The Artima Developer Community
Sponsored Link

Chapter 3 of Inside the Java Virtual Machine
Security
by Bill Venners

<<  Page 4 of 17  >>

Advertisement

Pass Three: Bytecode Verification

Once the class file verifier has successfully completed the pass two checks, it turns its attention to the bytecodes. During this pass, which is commonly called the "bytecode verifier," the Java virtual machine performs a data-flow analysis on the streams of bytecodes that represent the methods of the class. To understand the bytecode verifier, you need to understand a bit about bytecodes and frames.

The bytecode streams that represent Java methods are a series of one-byte instructions, called opcodes, each of which may be followed by one or more operands. The operands supply extra data needed by the Java virtual machine to execute the opcode instruction. The activity of executing bytecodes, one opcode after another, constitutes a thread of execution inside the Java virtual machine. Each thread is awarded its own Java Stack, which is made up of discrete frames. Each method invocation gets its own frame, a section of memory where it stores, among other things, local variables and intermediate results of computation. The part of the frame in which a method stores intermediate results is called the method's operand stack. An opcode and its (optional) operands may refer to the data stored on the operand stack or in the local variables of the method's frame. Thus, the virtual machine may use data on the operand stack, in the local variables, or both, in addition to any data stored as operands following an opcode when it executes the opcode.

The bytecode verifier does a great deal of checking. It checks to make sure that no matter what path of execution is taken to get to a certain opcode in the bytecode stream, the operand stack always contains the same number and types of items. It checks to make sure no local variable is accessed before it is known to contain a proper value. It checks that fields of the class are always assigned values of the proper type, and that methods of the class are always invoked with the correct number and types of arguments. The bytecode verifier also checks to make sure that each opcode is valid, that each opcode has valid operands, and that for each opcode, values of the proper type are in the local variables and on the operand stack. These are just a few of the many checks performed by the bytecode verifier, which is able, through all its checking, to verify that a stream of bytecodes is safe for the Java virtual machine to execute.

The bytecode verifier doesn't attempt to detect all safe programs. If it tried to do that, it would run up against the Halting Problem. The Halting Problem, a well-known theorem in computer science, states that you can't write a program that can determine whether any program fed to it as input will halt when it is executed. Whether or not a program will halt is called an "undecidable" property of the program, because you can't write a program that can tell you 100% of the time whether or not any given program has the property. The undecideability of the Halting Problem extends to many properties of computer programs, including whether or not a set of Java bytecodes would be safe for a Java virtual machine to execute.

The way the bytecode verifier gets around the Halting Problem is by not attempting to pass all safe programs.
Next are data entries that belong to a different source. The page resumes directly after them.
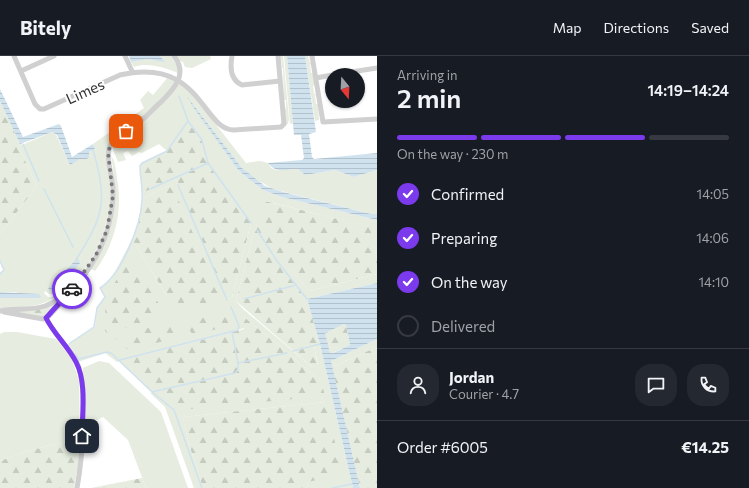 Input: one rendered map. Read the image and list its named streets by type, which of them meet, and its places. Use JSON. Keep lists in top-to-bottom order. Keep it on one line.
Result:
{"streets":{"street":["Limes"]},"north":"bottom","page":{"header":"Bitely","nav":["Map","Directions","Saved"],"heading":["2 min","Arriving in","14:19–14:24"],"panel":["Jordan","Courier · 4.7","Order #6005","€14.25"],"bar":"On the way · 230 m","list":[["Confirmed","14:05"],["Preparing","14:06"],["On the way","14:10"],"Delivered"]}} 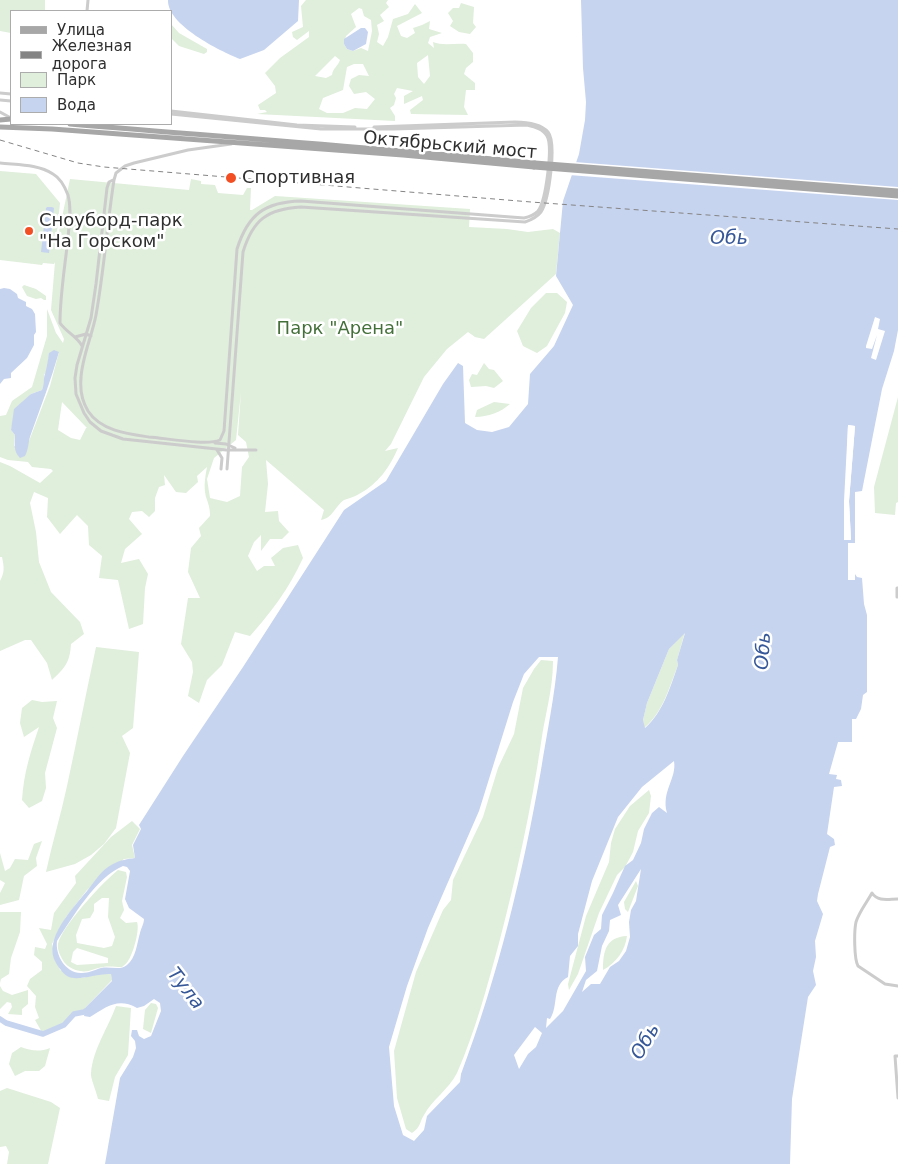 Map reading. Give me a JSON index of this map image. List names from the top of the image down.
{
  "streets": {
    "main road": ["Октябрьский мост"]
  },
  "water": ["Обь", "Тула"],
  "parks": ["Парк \"Арена\""],
  "places": ["Спортивная", "Сноуборд-парк \"На Горском\""],
  "legend": [
    "Улица",
    "Железная дорога",
    "Парк",
    "Вода"
  ]
}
Although you can't write a program that can determine whether or not any given program will halt, you can write a program that recognizes some programs that will halt. For example, if the first instruction of a program is halt, that program will halt. If a program has no loops in it, it will halt, and so on. Similarly, although you can't write a verifier that will pass all bytecode streams that are safe for the virtual machine to execute, you can write a verifier that will pass some of them. And that's just what Java's bytecode verifier does. The verifier checks to make sure a certain set of rules are followed by each set of bytecodes its fed. If a set of bytecodes obeys all the rules, the verifier knows the bytecodes are safe for the virtual machine to execute. If not, the bytecodes may or may not be safe for the virtual machine to execute. Thus, the verifier gets around the Halting Problem by recognizing some, but not all, safe bytecode streams. Given the nature of the constraints checked by the bytecode verifier, any program that can be written in the Java programming language can be compiled to bytecodes that will pass the verifier. Some programs that could not possibly be expressed in the Java programming language will pass the verifier. And some programs (also not expressible in Java source code) that would otherwise be safe for the virtual machine to execute, will not pass the verifier.
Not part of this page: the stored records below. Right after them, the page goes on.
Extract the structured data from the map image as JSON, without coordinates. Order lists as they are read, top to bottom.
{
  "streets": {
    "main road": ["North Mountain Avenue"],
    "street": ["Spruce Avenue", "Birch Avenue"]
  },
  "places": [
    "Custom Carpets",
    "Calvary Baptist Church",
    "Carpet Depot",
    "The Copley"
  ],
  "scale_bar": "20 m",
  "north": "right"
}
Passes one, two, and three of the class file verifier make sure the imported class file is properly formed, internally consistent, adheres to the constraints of the Java programming language, and contains bytecodes that will be safe for the Java virtual machine to execute. If the class file verifier finds that any of these are not true, it throws an error, and the class file is never used by the program.

Pass Four: Verification of Symbolic References

Pass four of the class file verifier takes place when the symbolic references contained in a class file are resolved in the process of dynamic linking. During pass four, the Java virtual machine follows the references from the class file being verified to the referenced class files, to make sure the references are correct. Because pass four has to look at other classes external to the class file being checked, pass four may require that new classes be loaded. Most Java virtual machine implementations will likely delay loading classes until they are actually used by the program. If an implementation does load classes earlier, perhaps in an attempt to speed up the loading process, then it must still give the impression that it is loading classes as late as possible. If, for example, a Java virtual machine discovers during early loading that it can't find a certain referenced class, it doesn't throw a NoClassDefFoundError error until (and unless) the referenced class is used for the first time by the running program. Thus, if a Java virtual machine performs early linking, pass four could happen shortly after pass three. But in Java virtual machines that resolve each symbolic reference the first time it is used, pass four will happen much later than pass three, as bytecodes are executed.

Pass four of class file verification is really just part of the process of dynamic linking. When a class file is loaded, it contains symbolic references to other classes and their fields and methods. A symbolic reference is a character string that gives the name and possibly other information about the referenced item- -enough information to uniquely identify a class, field, or method. Thus, symbolic references to other classes give the full name of the class; symbolic references to the fields of other classes give the class name, field name, and field descriptor; symbolic references to the methods of other classes give the class name, method name, and method descriptor.

Dynamic linking is the process of resolving symbolic references into direct references. As the Java virtual machine executes bytecodes and encounters an opcode that, for the first time, uses a symbolic reference to another class, the virtual machine must resolve the symbolic reference. The virtual machine performs two basic tasks during resolution:

  1. finds the class being referenced (loading it if necessary)
  2. replaces the symbolic reference with a direct reference, such as a pointer or offset, to the class, field, or method
The virtual machine remembers the direct reference so that if it encounters the same reference again later, it can immediately use the direct reference without needing to spend time resolving the symbolic reference again.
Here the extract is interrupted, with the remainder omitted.